During the course of that lawsuit, State Auto filed a motion for summary
judgment, to which Fiorillo allegedly did not file a timely response on
decedent’s behalf. On January 8, 2009, the district court granted State
Auto’s motion for summary judgment against the decedent.
Thereafter,
[o]n February 12, 2010, [] Fiorillo sent a letter to the [district]
[c]ourt representing that [the Fegers] would be willing to pay
$25,000 to settle State Auto’s claims against [the decedent].
[The decedent] passed away a few days later. … Fiorillo then
filed a Motion to Withdraw as Counsel for [the Fegers] citing
financial hardship. In March of 2012, State Auto filed suit
against [the] Feger[s] alleging fraudulent conveyance of [the
decedent’s] home which [the] … Feger[s] had purportedly
purchased for $1 on February 11, 2009.
Trial Court Opinion (TCO), 12/23/14, at 3 (footnoted citations to the record
omitted).
On March 11, 2014, the Fegers filed a complaint against Fiorillo in
Philadelphia County, asserting various legal malpractice claims. The trial
court summarized the Fegers’ assertions, as follows:
[The Fegers] claim that … Fiorillo negligently failed to
respond to State Auto’s … [m]otion for [s]ummary [j]udgment.
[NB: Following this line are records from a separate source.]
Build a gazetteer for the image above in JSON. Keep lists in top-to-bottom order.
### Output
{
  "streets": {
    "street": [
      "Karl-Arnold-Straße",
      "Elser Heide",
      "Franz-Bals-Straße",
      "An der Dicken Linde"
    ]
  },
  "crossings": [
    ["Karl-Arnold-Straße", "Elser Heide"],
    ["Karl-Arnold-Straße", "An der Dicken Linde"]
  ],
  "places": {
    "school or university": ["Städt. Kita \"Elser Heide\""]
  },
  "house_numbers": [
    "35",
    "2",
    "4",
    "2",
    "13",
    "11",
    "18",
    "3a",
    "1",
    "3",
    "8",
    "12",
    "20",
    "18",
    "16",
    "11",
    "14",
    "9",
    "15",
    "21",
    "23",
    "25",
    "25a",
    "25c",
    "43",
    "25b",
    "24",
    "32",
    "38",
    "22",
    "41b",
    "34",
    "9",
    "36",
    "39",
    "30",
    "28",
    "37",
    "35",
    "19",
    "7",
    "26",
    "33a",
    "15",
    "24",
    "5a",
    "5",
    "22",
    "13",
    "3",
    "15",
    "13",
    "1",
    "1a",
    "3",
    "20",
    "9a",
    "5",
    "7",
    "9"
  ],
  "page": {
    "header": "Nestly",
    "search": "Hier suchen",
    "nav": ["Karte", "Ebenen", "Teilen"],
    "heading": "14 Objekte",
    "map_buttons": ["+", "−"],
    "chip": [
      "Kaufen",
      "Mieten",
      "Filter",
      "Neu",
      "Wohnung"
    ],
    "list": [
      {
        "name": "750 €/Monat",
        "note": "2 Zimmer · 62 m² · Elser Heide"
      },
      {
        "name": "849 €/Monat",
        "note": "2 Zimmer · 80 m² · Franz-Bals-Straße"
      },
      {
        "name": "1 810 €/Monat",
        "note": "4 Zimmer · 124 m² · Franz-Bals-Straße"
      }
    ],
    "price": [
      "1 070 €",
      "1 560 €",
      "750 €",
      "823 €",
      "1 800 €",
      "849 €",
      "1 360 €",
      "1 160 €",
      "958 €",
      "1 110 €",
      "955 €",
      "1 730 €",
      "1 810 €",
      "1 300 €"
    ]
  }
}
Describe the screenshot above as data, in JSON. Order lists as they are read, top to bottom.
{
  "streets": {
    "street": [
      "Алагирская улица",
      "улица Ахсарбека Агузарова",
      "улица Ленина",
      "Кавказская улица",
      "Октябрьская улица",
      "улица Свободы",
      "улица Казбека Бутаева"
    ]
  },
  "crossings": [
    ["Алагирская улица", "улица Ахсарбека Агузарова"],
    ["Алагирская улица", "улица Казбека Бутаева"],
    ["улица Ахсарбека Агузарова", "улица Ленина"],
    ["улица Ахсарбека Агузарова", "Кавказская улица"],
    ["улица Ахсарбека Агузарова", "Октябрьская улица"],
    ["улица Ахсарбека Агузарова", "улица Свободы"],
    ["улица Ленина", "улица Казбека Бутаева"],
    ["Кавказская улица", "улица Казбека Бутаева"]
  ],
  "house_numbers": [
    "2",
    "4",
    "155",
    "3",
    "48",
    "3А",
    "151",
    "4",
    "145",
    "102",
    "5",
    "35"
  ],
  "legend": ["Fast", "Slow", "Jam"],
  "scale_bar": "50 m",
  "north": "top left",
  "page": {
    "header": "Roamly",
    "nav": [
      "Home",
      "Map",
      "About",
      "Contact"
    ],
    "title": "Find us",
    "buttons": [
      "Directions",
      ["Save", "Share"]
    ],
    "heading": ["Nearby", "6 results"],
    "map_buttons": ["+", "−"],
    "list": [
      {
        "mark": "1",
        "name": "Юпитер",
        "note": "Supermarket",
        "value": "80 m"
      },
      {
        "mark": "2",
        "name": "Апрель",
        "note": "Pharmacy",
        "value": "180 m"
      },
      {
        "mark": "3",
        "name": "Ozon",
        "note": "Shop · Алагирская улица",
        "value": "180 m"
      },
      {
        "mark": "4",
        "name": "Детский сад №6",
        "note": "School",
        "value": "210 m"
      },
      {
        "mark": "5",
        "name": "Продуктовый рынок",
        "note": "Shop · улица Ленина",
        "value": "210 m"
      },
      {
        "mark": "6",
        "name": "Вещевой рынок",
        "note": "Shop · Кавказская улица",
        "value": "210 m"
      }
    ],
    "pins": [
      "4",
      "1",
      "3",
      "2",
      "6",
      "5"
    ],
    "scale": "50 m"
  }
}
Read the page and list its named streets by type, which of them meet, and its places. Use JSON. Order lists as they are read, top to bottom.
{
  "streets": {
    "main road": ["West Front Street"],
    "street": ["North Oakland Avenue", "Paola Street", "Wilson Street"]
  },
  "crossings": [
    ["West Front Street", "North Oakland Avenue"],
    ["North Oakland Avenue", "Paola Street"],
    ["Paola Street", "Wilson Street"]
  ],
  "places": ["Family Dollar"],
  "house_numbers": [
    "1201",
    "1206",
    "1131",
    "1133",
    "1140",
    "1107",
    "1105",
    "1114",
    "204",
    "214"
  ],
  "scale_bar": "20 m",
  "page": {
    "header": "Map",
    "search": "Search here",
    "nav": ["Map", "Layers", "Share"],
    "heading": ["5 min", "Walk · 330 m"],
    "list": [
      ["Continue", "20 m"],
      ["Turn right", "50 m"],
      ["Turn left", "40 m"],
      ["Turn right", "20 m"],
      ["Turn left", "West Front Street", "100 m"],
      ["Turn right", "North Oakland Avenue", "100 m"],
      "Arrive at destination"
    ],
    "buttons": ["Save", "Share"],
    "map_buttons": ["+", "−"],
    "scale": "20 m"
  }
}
[The] … Feger[s] also allege that they never authorized … Fiorillo
to offer $25,000 to settle State Auto’s claims against their
mother. [The] … Feger[s] also allege that … Fiorillo was never
authorized to represent them. Thus, [the Fegers] contend that
… Fiorillo’s misrepresentations to the Court during the underlying
Eastern District of Pennsylvania litigation are actionable.
TCO at 3-4 (footnoted citations to the record omitted).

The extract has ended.